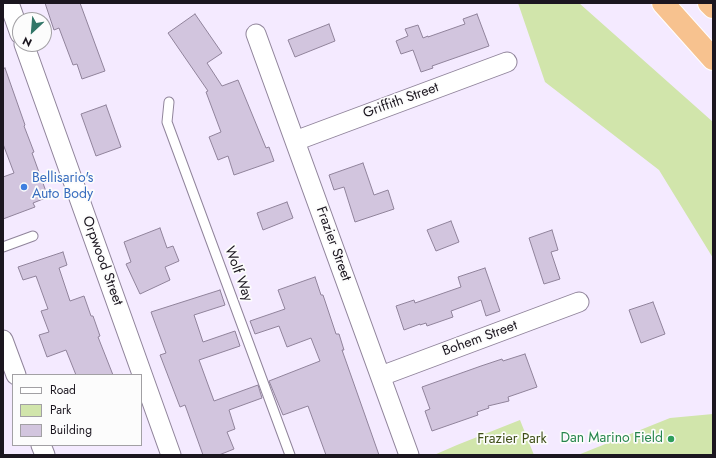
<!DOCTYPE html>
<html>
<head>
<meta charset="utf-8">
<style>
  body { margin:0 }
  #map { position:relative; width:716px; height:458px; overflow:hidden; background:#f4eaff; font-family:Jost,sans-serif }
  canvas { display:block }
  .frame { position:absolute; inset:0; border:4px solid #1b161f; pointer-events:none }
  .legend { position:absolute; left:12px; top:374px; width:130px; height:72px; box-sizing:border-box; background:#fcfcfc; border:1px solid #a2a0a4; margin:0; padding:5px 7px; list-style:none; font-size:12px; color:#1b161f }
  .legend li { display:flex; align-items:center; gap:8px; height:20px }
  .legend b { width:20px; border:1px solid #a2a0a4 }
  .north { position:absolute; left:12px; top:12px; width:40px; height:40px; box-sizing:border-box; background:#fcfcfc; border:1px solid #a2a0a4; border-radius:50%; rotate:206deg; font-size:11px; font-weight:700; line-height:16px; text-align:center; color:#1b161f }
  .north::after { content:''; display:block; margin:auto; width:14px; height:18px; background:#327668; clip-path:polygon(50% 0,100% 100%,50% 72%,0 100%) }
</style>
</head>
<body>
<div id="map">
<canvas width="716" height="458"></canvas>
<div class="frame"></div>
<ul class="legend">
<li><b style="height:5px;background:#fff"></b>Road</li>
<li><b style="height:11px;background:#d1e5ab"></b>Park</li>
<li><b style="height:11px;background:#d2c5de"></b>Building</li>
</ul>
<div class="north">N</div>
</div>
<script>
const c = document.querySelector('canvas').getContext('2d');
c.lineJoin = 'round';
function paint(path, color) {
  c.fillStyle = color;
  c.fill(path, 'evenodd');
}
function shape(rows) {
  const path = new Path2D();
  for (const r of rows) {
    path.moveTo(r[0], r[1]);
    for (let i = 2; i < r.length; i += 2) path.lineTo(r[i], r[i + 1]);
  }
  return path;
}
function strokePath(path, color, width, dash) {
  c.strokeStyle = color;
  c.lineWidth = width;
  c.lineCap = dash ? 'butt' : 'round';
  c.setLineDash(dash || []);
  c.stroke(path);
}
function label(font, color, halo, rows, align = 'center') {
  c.font = font + ' Jost,sans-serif';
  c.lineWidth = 3.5;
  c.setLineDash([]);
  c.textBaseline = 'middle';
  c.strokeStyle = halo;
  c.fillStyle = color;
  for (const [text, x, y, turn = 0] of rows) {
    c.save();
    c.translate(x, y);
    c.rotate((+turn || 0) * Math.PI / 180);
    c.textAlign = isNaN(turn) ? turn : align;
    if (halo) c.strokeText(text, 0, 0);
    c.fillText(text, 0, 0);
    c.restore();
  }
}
paint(shape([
  [518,3,579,3,713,122,713,258,659,170,545,82],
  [713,414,713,455,578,455,670,418],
  [520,420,534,455,434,455,457,445]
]), '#d1e5ab');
const building = shape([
  [45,3,80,3,105,71,82,79,77,64,73,65,59,28,54,30,45,3],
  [195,14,222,53,207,63,222,86,238,80,266,148,269,147,274,161,234,175,228,156,218,160,209,137,221,132,206,92,208,91,168,33,195,14],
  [477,14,489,46,432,66,433,68,421,72,413,50,401,54,396,41,408,36,405,29,418,25,423,38,428,36,428,37,465,24,463,19,477,14],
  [329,24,335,41,295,57,288,40,329,24],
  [5,68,25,125,24,126,34,152,32,153,48,197,33,203,35,207,3,219,3,177,14,173,3,144,3,69,5,68],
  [106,105,121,147,96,156,81,114,106,105],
  [363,163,374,195,388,190,394,209,355,222,344,187,334,190,329,175,363,163],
  [287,202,293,218,263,230,257,213,287,202],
  [451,221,459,242,436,251,427,230,451,221],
  [160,228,167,248,173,246,179,261,165,267,170,280,140,294,126,264,131,262,124,242,160,228],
  [552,230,558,250,551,252,560,279,544,284,529,238,552,230],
  [63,252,67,265,59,268,70,301,84,296,91,316,93,316,100,336,98,337,113,375,76,375,66,350,47,357,39,335,49,332,41,311,48,309,36,276,23,280,18,267,63,252],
  [485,268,500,311,486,316,481,300,451,311,453,317,427,326,426,323,420,325,420,324,404,330,396,306,414,300,415,303,461,287,458,277,485,268],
  [315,277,321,295,323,295,336,334,339,334,344,350,342,350,379,455,326,455,308,406,283,415,269,381,320,361,311,338,287,347,279,326,255,334,250,321,285,309,278,290,315,277],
  [220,290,225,305,194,315,203,342,235,331,240,346,199,360,214,401,258,385,262,398,229,410,235,429,227,432,234,449,219,455,203,455,185,405,180,407,160,355,166,353,151,312,220,290],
  [653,302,665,334,641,343,629,310,653,302],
  [525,354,537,387,508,397,509,401,488,406,489,408,477,412,478,415,432,431,425,411,430,409,422,387,481,366,502,359,503,361,525,354]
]);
paint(building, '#d2c5de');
strokePath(building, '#90839b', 1);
const lane = shape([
  [169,102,167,122,290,455],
  [3,247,33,236]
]);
const street = shape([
  [9,3,20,34],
  [256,34,409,455],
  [24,44,171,455],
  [295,141,507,62],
  [3,340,16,375],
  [381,376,579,302],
  [41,445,45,455]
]);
const highway = shape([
  [663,3,713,59],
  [709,3,713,7]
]);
strokePath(lane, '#90849b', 11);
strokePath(street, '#90849b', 21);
strokePath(highway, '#fff', 24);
strokePath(lane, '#fff', 9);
strokePath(street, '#fff', 19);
strokePath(highway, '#f7c28f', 22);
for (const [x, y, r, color] of [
  [24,187,4,"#3f7fe0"],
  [671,439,4,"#2e9e5b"]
]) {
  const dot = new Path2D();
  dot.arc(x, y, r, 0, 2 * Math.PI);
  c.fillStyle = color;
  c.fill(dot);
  strokePath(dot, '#fcfcfc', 1.5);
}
label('14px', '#1b161f', '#fcfcfc', [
  ["Griffith Street",401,101,-20],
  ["Frazier Street",333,244,70],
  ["Orpwood Street",102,261,70],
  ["Wolf Way",238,274,70],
  ["Bohem Street",480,339,-20]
]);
label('14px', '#366cbe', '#fcfcfc', [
  ["Bellisario's",32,179],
  ["Auto Body",32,195]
], 'left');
label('14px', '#27864d', '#fcfcfc', [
  ["Dan Marino Field",663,439]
], 'right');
label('14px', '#3f4e18', '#fcfcfc', [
  ["Frazier Park",512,440]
]);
</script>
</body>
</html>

● EXERCISE BRIEF
This exercise asks for an exact repeat of the lines from the one holding "dot.arc(x, y, r, 0, 2 * Math.PI);" through the end of the data above.

● OUTPUT FOR THIS TASK
  dot.arc(x, y, r, 0, 2 * Math.PI);
  c.fillStyle = color;
  c.fill(dot);
  strokePath(dot, '#fcfcfc', 1.5);
}
label('14px', '#1b161f', '#fcfcfc', [
  ["Griffith Street",401,101,-20],
  ["Frazier Street",333,244,70],
  ["Orpwood Street",102,261,70],
  ["Wolf Way",238,274,70],
  ["Bohem Street",480,339,-20]
]);
label('14px', '#366cbe', '#fcfcfc', [
  ["Bellisario's",32,179],
  ["Auto Body",32,195]
], 'left');
label('14px', '#27864d', '#fcfcfc', [
  ["Dan Marino Field",663,439]
], 'right');
label('14px', '#3f4e18', '#fcfcfc', [
  ["Frazier Park",512,440]
]);
</script>
</body>
</html>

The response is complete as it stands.